At the Republican debate Saturday night, Mitt Romney shared some of the advice his father, Gov. George Romney, shared with him about running for office. “Mitt,” he said, “never get involved in politics if you have to win an election to pay a mortgage.”

New research suggests there’s some truth to the elder Romney’s counsel: Higher pay for legislators correlates with politicians being worse at their jobs and an overall decrease in the quality of politicians elected to office.

The study, lead by Columbia University’s Richard Fishman, looks at salaries paid to members of the European Parliament, the legislative chamber of the European Union. It consists of 736 members elected from the European Union’s 27 member countries. After a few years of allowing member countries to set salaries, the European Parliament set a standard salary for its members. For some it was a pay raise; for some, a decrease. And that created a natural experiment to look at how a change in salary impacted competition for elected office.

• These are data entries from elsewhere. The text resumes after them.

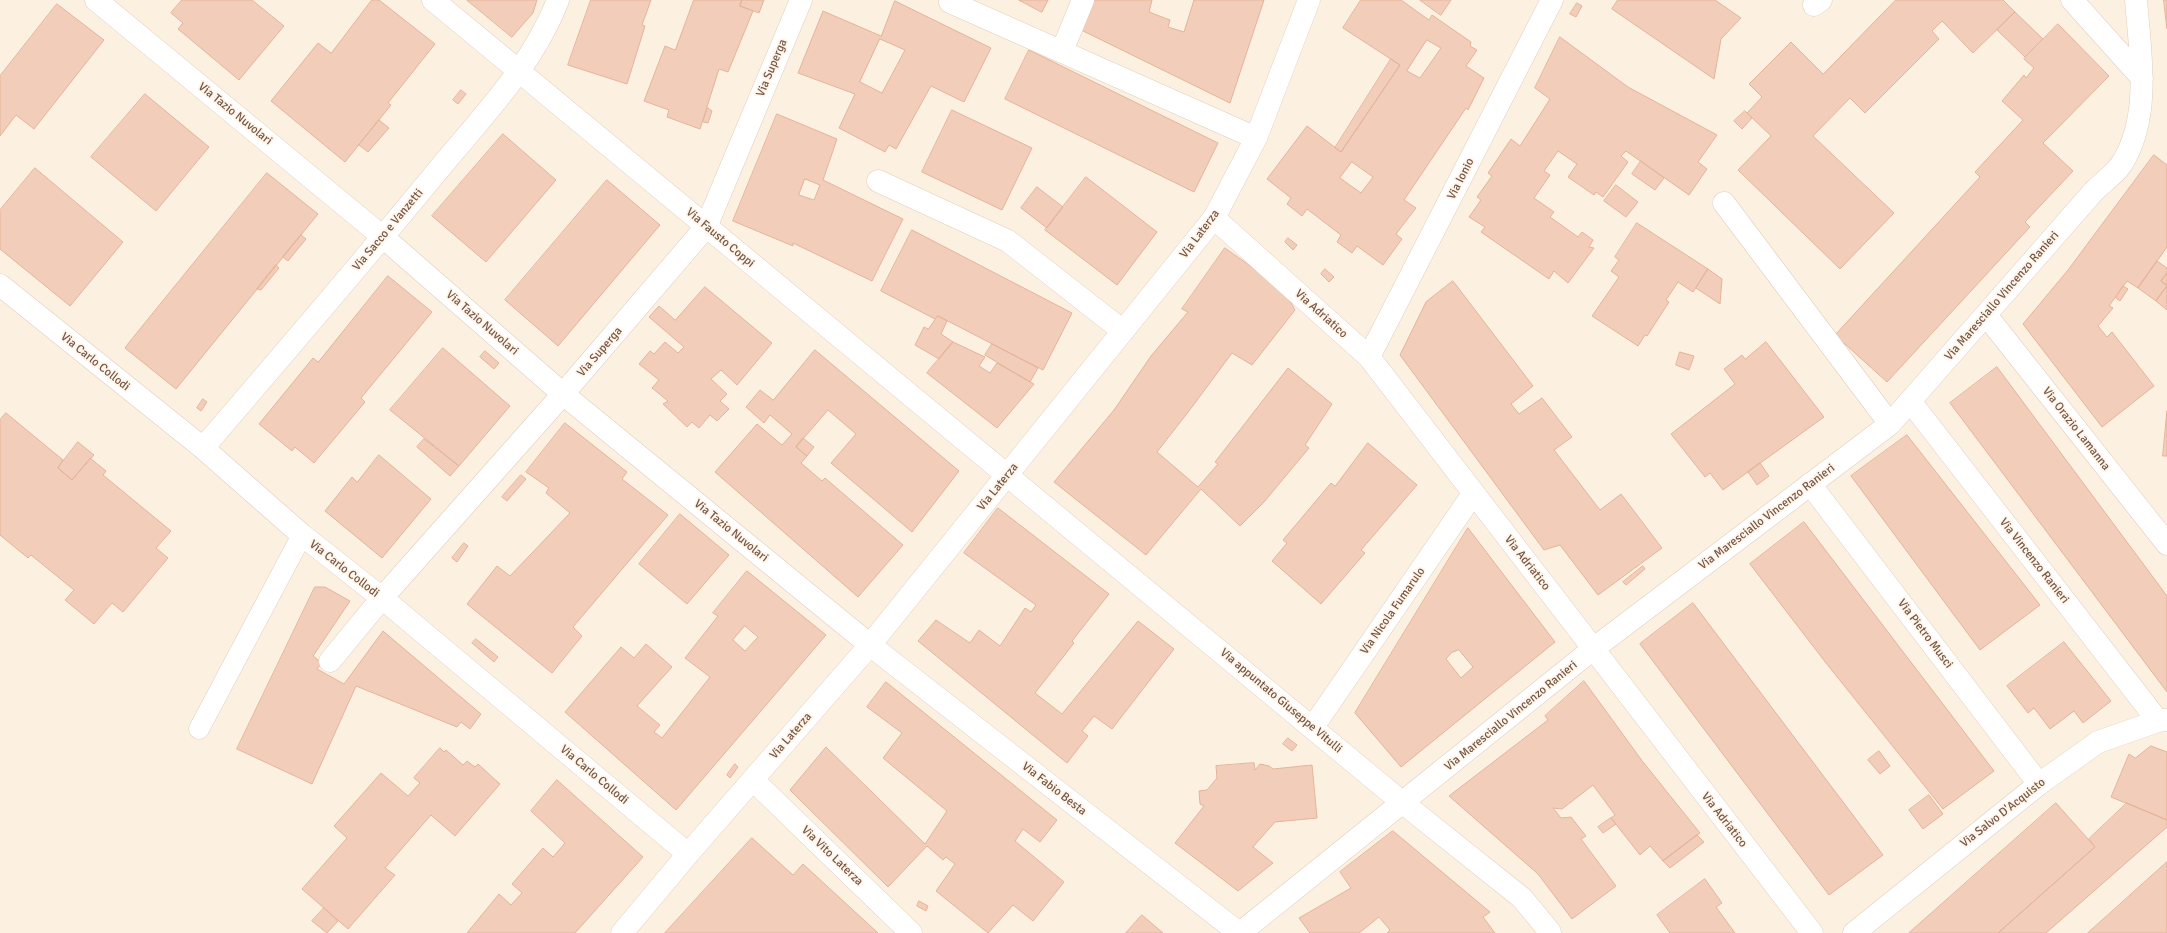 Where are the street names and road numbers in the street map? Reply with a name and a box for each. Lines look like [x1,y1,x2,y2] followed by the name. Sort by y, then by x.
[753,37,791,99] street label: Via Superga
[195,80,275,148] street label: Via Tazio Nuvolari
[1444,156,1478,202] street label: Via Ionio
[350,186,426,274] street label: Via Sacco e Vanzetti
[683,205,757,271] street label: Via Fausto Coppi
[1177,207,1223,261] street label: Via Laterza
[1942,228,2062,364] street label: Via Maresciallo Vincenzo Ranieri
[1292,287,1350,341] street label: Via Adriatico
[443,288,521,358] street label: Via Tazio Nuvolari
[574,324,626,380] street label: Via Superga
[58,330,132,394] street label: Via Carlo Collodi
[2039,384,2113,474] street label: Via Orazio Lamanna
[974,460,1022,514] street label: Via Laterza
[1696,461,1838,573] street label: Via Maresciallo Vincenzo Ranieri
[691,497,771,565] street label: Via Tazio Nuvolari
[1996,515,2072,607] street label: Via Vincenzo Ranieri
[1501,533,1553,593] street label: Via Adriatico
[306,537,382,601] street label: Via Carlo Collodi
[1358,565,1428,657] street label: Via Nicola Fumarulo
[1894,597,1956,671] street label: Via Pietro Musci
[1217,646,1345,756] street label: Via appuntato Giuseppe Vitulli
[1442,658,1580,774] street label: Via Maresciallo Vincenzo Ranieri
[767,710,815,762] street label: Via Laterza
[557,742,631,808] street label: Via Carlo Collodi
[1019,759,1089,819] street label: Via Fabio Besta
[1958,775,2048,851] street label: Via Salvo D'Acquisto
[1698,790,1750,850] street label: Via Adriatico
[798,823,866,889] street label: Via Vito Laterza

There is, however, a downside to this increased competition: Fishman and his team find that higher paid legislators also tend to be of lower quality, as measured by the ranking of the university they attended. On some indicators, they’re no better at thier jobs, not showing up to vote anymore than they did at a lower pay grade. “Overall, our evidence suggests that higher salaries lower the quality of elected [legislators],” they write. A salary bump looks to be a bit a double-edged sword in this regard, increasing competition for office but decreasing the quality of those who ultimately serve.

CORRECTION: A previous version of this post inaccurately described this study’s findings on how salary impacts absenteeism and shirking of responsiblities among legislators. It does not impact such behaviors.